_Exercise_
In the data below, find the lines containing "like" and say how many there are, nothing more.

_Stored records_
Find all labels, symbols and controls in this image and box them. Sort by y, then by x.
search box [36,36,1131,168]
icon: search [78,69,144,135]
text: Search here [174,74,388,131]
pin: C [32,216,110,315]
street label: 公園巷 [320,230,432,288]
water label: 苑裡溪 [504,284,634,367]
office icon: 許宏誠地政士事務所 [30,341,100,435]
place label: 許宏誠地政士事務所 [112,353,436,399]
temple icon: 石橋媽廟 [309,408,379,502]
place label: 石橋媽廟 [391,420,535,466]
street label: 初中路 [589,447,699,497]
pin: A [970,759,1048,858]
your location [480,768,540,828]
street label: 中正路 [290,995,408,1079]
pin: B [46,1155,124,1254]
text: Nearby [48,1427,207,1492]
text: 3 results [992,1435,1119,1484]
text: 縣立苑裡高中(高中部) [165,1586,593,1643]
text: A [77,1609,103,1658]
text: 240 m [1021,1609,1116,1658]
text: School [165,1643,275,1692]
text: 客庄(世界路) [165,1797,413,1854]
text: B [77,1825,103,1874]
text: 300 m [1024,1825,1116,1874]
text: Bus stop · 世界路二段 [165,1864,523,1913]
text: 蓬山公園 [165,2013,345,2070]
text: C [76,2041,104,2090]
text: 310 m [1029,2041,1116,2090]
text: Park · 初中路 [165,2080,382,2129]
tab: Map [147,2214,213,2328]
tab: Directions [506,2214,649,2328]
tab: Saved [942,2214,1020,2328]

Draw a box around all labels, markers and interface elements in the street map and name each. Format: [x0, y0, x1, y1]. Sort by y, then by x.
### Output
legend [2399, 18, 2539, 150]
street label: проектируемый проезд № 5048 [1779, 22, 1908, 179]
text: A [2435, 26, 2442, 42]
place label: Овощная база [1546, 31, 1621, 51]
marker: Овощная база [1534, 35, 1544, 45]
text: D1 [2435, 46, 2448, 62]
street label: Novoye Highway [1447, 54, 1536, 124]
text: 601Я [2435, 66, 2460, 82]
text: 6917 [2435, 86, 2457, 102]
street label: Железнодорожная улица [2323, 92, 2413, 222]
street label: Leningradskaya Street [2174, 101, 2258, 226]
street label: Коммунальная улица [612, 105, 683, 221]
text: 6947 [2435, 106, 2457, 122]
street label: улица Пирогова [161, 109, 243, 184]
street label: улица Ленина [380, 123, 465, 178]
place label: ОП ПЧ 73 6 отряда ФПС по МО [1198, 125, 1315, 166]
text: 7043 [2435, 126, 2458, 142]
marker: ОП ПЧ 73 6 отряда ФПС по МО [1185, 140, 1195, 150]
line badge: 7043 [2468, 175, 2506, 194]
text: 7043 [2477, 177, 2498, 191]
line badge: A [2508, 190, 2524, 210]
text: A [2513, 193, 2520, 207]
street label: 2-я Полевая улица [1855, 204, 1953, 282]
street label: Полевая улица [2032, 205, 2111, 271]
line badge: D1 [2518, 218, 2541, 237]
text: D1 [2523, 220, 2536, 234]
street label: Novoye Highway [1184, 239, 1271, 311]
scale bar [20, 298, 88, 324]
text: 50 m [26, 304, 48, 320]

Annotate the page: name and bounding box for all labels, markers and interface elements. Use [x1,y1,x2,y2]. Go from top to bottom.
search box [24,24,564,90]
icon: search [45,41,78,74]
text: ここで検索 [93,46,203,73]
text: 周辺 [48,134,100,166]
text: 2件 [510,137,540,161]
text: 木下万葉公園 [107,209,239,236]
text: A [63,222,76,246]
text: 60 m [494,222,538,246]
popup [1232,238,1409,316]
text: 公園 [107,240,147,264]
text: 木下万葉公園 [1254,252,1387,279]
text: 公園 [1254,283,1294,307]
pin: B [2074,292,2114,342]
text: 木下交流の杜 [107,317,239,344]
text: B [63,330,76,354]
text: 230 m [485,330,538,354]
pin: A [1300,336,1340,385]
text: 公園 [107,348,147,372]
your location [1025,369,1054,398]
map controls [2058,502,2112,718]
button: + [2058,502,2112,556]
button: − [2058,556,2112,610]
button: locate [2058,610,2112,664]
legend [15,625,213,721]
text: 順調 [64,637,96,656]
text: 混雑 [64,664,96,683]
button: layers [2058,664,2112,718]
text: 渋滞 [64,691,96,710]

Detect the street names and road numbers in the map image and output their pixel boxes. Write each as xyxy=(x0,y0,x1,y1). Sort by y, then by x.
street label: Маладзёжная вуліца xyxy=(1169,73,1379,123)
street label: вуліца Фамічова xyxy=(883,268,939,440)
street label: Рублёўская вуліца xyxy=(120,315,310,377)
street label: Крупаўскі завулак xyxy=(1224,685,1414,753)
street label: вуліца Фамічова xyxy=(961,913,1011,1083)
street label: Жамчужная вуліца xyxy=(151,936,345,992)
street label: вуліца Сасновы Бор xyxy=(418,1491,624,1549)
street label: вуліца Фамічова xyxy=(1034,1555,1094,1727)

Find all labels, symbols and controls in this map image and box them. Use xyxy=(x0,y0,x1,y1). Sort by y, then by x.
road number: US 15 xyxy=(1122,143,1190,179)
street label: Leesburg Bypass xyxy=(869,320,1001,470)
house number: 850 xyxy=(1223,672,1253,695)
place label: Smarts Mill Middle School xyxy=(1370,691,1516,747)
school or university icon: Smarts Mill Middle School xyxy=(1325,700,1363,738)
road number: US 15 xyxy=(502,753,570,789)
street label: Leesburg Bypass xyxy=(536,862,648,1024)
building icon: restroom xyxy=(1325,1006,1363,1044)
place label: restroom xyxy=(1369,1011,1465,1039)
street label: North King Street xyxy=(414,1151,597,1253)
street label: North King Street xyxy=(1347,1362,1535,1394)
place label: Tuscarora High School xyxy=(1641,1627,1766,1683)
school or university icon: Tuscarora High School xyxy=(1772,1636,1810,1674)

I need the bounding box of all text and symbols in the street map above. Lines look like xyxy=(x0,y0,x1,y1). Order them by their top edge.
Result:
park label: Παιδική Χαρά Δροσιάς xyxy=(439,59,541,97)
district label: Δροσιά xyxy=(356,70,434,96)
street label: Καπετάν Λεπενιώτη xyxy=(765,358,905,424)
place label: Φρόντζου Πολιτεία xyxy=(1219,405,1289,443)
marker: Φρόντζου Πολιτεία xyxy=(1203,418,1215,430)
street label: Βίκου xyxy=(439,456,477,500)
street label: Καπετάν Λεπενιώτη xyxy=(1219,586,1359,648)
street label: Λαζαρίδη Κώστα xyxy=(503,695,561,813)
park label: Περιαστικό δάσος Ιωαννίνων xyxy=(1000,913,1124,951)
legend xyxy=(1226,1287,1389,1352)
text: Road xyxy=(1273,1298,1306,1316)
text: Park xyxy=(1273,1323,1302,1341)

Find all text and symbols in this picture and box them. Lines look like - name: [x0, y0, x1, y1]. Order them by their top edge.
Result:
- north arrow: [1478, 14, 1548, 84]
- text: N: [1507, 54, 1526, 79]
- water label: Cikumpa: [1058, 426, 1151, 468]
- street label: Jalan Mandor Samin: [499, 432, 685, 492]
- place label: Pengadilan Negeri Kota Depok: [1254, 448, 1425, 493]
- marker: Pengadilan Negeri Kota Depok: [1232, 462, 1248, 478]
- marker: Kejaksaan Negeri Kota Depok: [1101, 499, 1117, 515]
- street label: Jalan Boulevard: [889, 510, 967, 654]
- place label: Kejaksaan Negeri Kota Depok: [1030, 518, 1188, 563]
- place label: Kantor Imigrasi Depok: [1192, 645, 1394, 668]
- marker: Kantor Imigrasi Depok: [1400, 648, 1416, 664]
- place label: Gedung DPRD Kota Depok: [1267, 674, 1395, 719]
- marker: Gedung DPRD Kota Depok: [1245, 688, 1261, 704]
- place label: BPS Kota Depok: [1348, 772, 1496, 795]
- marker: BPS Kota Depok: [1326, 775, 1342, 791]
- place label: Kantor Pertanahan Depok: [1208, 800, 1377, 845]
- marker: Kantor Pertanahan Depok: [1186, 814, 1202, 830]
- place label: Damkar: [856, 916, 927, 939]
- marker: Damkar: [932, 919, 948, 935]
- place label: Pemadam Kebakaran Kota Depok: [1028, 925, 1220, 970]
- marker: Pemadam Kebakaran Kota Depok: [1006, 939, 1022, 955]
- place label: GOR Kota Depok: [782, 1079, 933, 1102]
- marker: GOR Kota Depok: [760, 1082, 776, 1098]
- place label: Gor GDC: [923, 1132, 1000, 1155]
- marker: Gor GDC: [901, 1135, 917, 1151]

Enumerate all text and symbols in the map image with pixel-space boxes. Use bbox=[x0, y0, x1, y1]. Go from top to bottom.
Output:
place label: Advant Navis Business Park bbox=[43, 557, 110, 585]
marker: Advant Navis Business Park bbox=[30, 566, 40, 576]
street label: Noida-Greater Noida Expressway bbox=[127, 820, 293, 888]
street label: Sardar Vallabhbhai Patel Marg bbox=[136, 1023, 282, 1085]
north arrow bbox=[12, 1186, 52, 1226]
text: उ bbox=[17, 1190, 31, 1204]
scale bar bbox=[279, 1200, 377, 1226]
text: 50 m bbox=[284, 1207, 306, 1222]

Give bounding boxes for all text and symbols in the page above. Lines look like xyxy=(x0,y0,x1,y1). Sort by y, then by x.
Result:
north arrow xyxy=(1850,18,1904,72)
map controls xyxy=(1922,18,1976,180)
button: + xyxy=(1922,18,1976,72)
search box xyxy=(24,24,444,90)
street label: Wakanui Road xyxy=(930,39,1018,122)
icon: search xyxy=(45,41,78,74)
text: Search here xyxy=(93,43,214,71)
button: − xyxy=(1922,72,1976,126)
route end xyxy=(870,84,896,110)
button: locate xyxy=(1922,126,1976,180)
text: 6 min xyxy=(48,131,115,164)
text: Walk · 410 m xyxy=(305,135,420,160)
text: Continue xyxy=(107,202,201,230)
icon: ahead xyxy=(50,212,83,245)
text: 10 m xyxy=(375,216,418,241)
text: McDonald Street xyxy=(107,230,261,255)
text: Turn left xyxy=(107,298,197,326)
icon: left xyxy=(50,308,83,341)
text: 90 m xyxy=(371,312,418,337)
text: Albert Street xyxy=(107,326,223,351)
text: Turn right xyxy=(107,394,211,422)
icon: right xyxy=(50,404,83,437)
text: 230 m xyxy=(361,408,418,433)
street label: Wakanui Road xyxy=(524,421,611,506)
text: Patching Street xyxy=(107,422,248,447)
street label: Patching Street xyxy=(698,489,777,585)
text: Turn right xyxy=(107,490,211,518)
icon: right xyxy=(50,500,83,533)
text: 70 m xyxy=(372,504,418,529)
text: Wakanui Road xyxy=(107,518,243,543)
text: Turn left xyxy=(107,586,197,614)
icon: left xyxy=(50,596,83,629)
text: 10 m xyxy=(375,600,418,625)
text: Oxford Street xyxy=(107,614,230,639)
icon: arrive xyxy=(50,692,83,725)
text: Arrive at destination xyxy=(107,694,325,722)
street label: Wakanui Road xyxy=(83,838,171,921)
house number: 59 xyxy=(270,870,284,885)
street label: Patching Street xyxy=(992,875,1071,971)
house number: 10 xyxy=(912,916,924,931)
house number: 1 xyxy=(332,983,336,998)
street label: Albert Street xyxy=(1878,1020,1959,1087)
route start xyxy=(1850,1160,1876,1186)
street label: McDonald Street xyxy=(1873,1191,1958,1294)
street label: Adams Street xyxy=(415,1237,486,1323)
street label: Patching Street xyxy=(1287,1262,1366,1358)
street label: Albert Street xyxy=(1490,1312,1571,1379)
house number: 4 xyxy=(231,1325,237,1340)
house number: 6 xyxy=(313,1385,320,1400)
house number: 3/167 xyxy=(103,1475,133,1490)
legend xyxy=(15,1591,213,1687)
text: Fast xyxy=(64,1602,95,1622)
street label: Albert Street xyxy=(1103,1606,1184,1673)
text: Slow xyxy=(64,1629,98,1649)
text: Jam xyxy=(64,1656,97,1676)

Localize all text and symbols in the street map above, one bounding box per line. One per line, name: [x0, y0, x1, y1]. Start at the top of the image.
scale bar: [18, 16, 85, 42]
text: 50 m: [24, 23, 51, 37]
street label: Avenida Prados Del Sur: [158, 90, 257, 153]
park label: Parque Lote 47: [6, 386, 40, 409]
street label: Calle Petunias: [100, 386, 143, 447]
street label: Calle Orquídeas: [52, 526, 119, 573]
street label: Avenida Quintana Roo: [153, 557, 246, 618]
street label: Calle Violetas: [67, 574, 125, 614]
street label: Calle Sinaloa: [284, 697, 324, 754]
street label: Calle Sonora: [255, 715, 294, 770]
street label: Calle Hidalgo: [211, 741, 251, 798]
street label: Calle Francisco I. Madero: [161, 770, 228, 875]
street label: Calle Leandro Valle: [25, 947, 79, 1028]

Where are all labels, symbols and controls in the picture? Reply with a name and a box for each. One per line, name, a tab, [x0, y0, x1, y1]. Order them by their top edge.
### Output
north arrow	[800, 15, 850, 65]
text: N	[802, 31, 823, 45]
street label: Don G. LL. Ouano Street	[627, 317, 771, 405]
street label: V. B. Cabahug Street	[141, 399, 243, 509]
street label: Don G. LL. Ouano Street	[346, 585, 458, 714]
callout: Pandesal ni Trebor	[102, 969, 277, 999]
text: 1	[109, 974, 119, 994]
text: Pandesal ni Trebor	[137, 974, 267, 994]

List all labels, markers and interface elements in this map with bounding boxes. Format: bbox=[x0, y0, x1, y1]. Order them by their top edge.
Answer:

_Response below_
3